Last week, the Associated Press’ (AP) commercial photography arm, AP Images, launched a new service and a new revenue stream. The new Editorial Assignment Service offers other news organisations the chance to hire out its photojournalists to cover events for their reporting.
(Read more about the launch on the British Journal of Photography’s site and Photo Archive News.)
Twenty-five AP photographers are available via the assignment service and the images on display on the marketing site are great quality. For the AP it’s a new source of revenue and use of existing resources to create a money-making service; for other news organisations – as far as the agency is hoping – it could be a labour-saving device, allowing them to outsource work on far-flung or one-off assignments.

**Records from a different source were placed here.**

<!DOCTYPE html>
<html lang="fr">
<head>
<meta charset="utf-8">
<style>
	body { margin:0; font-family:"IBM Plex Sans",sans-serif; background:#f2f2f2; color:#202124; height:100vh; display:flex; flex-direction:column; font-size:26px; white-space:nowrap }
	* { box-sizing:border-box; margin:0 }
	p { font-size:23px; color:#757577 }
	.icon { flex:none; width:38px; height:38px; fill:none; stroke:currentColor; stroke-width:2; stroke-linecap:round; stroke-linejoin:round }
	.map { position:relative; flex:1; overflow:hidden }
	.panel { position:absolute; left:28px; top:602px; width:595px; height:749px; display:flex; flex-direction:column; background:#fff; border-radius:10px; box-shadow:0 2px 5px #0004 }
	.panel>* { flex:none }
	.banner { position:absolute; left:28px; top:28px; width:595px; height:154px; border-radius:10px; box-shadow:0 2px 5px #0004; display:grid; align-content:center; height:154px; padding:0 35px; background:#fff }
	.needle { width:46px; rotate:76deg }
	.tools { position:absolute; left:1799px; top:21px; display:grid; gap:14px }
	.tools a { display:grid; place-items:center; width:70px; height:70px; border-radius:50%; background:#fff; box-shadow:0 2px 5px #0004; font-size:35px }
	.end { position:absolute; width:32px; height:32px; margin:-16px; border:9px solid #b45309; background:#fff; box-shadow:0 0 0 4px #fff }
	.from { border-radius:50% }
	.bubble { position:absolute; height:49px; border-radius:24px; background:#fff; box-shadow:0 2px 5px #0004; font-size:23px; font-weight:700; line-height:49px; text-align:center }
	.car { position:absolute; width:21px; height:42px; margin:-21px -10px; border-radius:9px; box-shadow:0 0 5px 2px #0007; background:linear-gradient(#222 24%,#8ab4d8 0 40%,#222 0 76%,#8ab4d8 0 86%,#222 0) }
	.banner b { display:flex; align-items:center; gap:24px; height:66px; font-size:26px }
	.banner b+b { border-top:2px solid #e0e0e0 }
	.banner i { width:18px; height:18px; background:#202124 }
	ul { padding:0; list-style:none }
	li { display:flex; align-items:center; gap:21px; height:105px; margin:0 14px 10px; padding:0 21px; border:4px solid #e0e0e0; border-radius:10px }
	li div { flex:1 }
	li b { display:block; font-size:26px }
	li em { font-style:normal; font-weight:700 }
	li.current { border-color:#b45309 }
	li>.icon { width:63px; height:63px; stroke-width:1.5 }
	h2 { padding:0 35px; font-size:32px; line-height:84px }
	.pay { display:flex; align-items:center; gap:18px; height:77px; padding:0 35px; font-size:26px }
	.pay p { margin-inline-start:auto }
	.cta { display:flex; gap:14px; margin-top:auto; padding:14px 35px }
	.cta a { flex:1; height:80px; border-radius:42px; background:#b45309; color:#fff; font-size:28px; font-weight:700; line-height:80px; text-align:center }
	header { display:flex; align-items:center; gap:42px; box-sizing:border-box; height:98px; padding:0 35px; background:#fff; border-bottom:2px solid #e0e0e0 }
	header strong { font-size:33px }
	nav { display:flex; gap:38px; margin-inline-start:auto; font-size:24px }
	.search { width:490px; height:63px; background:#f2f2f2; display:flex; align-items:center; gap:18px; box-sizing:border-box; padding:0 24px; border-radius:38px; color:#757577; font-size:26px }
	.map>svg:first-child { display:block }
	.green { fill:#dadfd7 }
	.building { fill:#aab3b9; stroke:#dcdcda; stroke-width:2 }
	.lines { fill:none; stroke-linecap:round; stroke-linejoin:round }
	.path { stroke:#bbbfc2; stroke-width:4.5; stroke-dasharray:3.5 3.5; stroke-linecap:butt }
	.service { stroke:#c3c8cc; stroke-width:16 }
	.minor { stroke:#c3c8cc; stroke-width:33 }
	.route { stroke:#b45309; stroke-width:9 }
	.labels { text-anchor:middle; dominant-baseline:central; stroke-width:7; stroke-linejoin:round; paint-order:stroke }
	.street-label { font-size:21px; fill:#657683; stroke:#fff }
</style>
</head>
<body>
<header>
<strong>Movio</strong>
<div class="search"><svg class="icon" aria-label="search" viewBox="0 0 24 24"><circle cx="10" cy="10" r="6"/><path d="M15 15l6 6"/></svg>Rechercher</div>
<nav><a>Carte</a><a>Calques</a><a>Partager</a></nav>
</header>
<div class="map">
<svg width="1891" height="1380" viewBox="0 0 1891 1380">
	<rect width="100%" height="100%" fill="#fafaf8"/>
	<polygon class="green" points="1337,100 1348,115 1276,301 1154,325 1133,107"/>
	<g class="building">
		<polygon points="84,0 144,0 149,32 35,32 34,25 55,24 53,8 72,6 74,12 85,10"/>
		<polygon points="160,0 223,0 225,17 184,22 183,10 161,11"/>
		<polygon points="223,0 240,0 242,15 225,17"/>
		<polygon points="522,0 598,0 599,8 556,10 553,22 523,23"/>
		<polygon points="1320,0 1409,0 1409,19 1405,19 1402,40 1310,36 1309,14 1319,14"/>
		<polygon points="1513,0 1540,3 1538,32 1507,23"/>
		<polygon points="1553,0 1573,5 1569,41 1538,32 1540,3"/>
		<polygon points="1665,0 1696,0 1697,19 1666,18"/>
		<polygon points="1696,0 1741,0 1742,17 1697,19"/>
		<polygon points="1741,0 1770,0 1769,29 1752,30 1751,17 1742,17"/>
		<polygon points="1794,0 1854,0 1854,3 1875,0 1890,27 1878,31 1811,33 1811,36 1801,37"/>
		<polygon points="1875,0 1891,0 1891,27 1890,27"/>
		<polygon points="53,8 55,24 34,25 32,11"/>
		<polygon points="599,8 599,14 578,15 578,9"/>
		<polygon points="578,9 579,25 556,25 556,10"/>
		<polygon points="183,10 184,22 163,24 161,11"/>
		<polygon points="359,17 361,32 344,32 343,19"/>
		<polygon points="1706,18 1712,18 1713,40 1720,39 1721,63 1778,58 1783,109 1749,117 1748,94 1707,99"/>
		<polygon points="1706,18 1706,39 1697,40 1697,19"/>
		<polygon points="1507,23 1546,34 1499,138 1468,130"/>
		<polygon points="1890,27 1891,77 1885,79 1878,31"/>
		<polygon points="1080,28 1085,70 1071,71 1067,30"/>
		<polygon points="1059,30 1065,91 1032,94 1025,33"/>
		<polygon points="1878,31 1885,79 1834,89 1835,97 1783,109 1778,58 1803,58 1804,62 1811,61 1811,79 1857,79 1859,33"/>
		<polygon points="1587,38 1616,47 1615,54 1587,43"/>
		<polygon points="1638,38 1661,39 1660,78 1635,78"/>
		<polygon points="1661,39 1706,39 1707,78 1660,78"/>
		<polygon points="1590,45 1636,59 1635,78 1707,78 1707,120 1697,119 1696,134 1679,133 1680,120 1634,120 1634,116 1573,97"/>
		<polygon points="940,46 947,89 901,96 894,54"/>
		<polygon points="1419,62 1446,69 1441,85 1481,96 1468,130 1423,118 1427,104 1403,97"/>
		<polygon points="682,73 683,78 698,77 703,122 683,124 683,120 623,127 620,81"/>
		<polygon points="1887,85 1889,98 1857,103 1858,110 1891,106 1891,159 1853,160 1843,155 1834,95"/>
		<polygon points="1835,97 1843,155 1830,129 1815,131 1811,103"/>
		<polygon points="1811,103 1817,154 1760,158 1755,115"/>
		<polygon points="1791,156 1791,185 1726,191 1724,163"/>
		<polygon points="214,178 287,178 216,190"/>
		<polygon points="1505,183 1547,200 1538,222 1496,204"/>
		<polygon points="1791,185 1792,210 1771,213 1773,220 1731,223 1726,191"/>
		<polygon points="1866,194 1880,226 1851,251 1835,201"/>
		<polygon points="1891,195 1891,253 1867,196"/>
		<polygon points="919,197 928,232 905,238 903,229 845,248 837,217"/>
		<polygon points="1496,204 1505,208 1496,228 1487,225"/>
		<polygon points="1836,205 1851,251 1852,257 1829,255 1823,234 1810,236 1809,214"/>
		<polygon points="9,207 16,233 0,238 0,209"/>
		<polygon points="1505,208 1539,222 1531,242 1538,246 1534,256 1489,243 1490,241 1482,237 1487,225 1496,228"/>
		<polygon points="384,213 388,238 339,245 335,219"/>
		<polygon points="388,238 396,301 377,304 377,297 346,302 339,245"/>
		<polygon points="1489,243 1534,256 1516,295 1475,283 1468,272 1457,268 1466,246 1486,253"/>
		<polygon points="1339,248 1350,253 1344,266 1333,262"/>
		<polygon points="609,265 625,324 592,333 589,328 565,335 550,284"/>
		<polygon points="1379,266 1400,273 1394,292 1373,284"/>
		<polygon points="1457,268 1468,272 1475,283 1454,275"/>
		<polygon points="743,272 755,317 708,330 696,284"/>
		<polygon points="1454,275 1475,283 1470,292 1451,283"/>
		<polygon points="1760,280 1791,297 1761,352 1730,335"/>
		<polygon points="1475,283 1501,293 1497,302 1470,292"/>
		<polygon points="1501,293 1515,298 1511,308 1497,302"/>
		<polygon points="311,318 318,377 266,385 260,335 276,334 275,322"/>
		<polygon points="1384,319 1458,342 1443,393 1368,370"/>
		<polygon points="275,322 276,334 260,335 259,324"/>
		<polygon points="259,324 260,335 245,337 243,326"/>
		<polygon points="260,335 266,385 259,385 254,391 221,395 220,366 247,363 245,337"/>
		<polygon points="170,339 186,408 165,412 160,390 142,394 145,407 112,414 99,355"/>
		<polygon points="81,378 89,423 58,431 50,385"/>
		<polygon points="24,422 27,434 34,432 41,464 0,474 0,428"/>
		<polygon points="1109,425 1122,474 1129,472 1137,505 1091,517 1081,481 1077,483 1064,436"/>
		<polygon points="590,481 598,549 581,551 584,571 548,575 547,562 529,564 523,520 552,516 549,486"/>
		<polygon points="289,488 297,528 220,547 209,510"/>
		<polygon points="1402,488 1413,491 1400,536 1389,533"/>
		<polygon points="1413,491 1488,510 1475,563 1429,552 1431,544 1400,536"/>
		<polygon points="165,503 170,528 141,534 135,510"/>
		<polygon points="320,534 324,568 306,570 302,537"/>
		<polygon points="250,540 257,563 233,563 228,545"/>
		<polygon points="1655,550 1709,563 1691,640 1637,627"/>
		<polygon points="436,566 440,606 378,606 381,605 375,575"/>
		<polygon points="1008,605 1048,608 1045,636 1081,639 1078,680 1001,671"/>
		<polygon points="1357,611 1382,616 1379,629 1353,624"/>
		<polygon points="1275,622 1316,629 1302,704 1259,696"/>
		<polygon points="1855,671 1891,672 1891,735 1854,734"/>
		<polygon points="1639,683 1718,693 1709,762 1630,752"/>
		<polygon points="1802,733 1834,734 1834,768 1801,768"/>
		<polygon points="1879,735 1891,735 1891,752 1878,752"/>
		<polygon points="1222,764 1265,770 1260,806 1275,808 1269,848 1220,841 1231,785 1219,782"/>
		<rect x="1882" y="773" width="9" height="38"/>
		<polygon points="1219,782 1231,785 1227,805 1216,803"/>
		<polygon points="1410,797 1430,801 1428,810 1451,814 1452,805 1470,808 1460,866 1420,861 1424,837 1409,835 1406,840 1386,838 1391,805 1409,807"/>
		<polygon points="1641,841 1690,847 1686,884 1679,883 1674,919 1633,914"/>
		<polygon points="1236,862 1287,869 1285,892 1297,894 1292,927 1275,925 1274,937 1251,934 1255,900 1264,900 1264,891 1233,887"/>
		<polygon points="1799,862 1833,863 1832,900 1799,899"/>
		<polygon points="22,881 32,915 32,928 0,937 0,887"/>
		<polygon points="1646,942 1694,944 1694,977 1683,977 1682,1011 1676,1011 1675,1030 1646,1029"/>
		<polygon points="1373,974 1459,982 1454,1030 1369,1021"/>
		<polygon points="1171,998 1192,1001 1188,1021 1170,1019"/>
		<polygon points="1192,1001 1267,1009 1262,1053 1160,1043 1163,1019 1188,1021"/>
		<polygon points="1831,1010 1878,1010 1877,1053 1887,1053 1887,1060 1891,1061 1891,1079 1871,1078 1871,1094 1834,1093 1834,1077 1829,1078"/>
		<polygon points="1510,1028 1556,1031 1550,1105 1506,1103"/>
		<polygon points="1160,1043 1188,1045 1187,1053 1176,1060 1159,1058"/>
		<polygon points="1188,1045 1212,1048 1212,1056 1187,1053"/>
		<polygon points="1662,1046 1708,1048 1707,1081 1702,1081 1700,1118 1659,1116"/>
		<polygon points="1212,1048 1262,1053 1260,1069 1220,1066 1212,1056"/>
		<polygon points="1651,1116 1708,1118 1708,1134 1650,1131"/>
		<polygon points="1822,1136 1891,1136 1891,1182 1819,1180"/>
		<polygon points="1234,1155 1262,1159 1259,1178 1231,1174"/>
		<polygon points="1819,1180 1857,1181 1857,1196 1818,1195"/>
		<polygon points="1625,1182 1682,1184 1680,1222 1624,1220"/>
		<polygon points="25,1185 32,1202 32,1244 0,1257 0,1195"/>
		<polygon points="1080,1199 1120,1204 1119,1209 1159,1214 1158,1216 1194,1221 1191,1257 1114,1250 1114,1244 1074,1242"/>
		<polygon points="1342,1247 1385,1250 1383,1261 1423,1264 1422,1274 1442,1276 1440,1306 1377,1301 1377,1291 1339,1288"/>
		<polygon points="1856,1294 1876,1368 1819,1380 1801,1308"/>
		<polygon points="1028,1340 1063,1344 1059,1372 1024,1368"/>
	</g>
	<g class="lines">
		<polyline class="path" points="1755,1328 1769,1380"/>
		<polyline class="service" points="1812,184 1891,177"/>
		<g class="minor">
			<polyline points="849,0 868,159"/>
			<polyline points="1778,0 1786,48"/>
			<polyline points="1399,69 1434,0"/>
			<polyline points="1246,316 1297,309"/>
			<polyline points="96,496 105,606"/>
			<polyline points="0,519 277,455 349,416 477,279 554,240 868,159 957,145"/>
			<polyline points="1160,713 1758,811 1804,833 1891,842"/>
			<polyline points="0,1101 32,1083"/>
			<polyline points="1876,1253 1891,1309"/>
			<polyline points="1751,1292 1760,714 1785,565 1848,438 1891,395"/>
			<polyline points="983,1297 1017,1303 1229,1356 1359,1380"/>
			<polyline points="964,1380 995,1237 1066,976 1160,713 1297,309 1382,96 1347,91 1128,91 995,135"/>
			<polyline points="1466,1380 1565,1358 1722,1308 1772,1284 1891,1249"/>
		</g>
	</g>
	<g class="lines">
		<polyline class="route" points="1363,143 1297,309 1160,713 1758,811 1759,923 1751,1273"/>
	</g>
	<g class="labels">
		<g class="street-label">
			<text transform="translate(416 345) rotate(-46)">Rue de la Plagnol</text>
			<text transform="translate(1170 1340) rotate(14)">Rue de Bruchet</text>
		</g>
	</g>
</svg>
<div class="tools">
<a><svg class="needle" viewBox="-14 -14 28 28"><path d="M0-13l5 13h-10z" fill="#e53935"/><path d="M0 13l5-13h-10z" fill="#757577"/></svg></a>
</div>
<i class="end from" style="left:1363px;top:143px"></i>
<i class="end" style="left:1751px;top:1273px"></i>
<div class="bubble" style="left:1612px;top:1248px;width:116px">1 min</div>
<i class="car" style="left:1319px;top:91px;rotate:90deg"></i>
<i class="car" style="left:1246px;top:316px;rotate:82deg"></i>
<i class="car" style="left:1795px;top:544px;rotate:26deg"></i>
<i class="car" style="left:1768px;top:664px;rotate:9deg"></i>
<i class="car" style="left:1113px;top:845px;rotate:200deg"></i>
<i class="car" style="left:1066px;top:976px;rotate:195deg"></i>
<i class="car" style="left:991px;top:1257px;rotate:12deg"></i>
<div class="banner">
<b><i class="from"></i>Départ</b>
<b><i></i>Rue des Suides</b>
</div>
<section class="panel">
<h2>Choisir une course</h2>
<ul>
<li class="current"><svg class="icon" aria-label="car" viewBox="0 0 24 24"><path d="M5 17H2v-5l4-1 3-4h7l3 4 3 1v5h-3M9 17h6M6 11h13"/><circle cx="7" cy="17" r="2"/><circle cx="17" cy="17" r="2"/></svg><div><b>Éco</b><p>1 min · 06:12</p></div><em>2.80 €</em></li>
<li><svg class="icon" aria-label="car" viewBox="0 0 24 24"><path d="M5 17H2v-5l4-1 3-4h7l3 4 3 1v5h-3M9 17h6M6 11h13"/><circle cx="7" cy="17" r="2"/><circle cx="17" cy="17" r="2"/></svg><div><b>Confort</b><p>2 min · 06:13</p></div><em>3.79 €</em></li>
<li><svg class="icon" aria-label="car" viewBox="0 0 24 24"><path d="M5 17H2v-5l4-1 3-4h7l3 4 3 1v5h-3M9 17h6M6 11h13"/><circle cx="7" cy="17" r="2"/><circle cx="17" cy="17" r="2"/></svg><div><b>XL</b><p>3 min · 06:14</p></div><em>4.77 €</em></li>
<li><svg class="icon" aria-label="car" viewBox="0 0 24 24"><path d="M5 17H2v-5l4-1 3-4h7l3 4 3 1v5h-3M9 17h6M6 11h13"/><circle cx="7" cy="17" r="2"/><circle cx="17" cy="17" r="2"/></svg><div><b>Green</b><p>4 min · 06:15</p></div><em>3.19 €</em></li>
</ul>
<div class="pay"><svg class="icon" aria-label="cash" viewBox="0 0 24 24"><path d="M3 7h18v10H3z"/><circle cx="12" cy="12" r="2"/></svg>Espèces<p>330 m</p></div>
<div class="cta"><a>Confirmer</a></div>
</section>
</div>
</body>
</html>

I’m thinking in particular of local media and newspapers here. Many of whom are already AP members in the US – some of whom have left the agency as a results of increased membership fees. Much is made of multimedia and the potential of online publishing platforms to mix words with rich images and more. But where do images from the field stand on a local or regional newsroom’s budget at a time of cuts/limited financial resources?
Some such news organisations are turning photo departments into visual departments – adding video to images – and creating their own money-making products by putting these desks at the heart of the newsroom. US newspaper the Star-Ledger and its website NJ.com is now generating revenue from specialist coverage of local events, in particular high-school sports, and as such video and images remains high on the agenda.
While outsourcing could bring a greater range of images to some news sites and free organisations from the labour of obtaining them, the local knowledge and understanding of an audience can’t be outsourced or replaced by the AP. Local media outlets wanting stronger visuals would do well to develop their own rather than outsource and build products for both a multimedia and potentially commercial end.